Membaca tulisan di Terminal Mojok berjudul Nasib Bandung dan Jogja, Kota Salah Urus yang Bersembunyi di Balik Romantisasi otomatis mengingatkan saya akan Malang. Sebagai warga asli, saya merasa Kota Apel ini senasib dengan Bandung dan Jogja. Semakin hari, kota-kota itu semakin tidak nyaman ditinggali karena salah kelola.
Ternyata saya tidak sendiri, banyak juga netizen yang merasa Malang sudah banyak berubah. Saya paham betul kekecewaan mereka. Coba kalian bayangkan, di tengah berbagai permasalahan yang menghantui, pemerintah justru sibuk mempercantik satu kawasan saja. Kalau bukan kota salah urus, apa sebutan yang tepat, coba?
Banjir Menghantui
Saat ini, persoalan yang paling menghantui Malang adalah banjir. Bahkan, sejauh pengamatan saya, titik rawan banjir semakin banyak. Itu baru di kota saja ya, belum di kabupaten. Padahal, Malang merupakan dataran tinggi yang semestinya banjir setelah hujan sulit terjadi. Namun, itu tidak berlaku saat ini. Hujan sebentar saja bisa mengakibatkan genangan air yang nggak karuan.
Contoh paling baru, banjir di daerah Sigura-Gura pada Sabtu (25/11/2023) lalu. Setelah diguyur hujan yang tidak lebih dari dua jam, daerah itu sudah dilanda banjir dengan ketinggian mencapai kurang lebih dua meter. Daerah langganan banjir lainnya ada Jalan Soekarno-Hatta, Galunggung, Veteran, dan Sumbersari. Bahkan, genangan air hujan juga bisa masuk ke pusat perbelanjaan seperti Matos (Malang Town Square).

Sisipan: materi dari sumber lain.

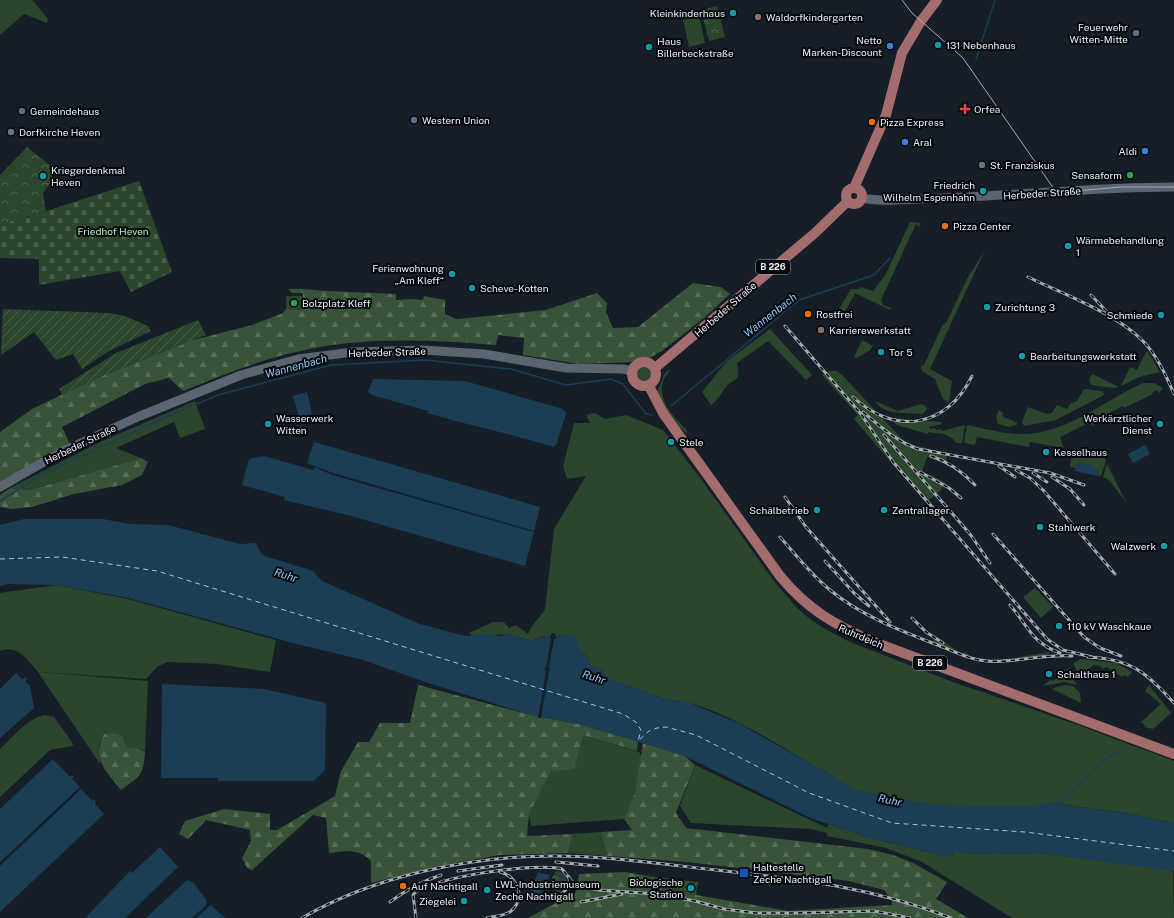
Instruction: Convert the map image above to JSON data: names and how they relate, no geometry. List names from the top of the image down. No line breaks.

Selain banjir, kondisi lain yang begitu terasa perbedaannya adalah suhu, semakin hari terasa semakin panas. Bahkan, bisa mencapai 32-36 derajat celcius. Pemanasan global memang membuat rata-rata suhu di seluruh dunia naik, tapi minimnya ruang terbuka hijau (RTH) di Malang memperburuk kondisinya. Banyak lahan kosong yang sebelumnya ditumbuhi pepohonan rindang kini dibabat habis. Berubah jadi kavling perumahan dan ruko.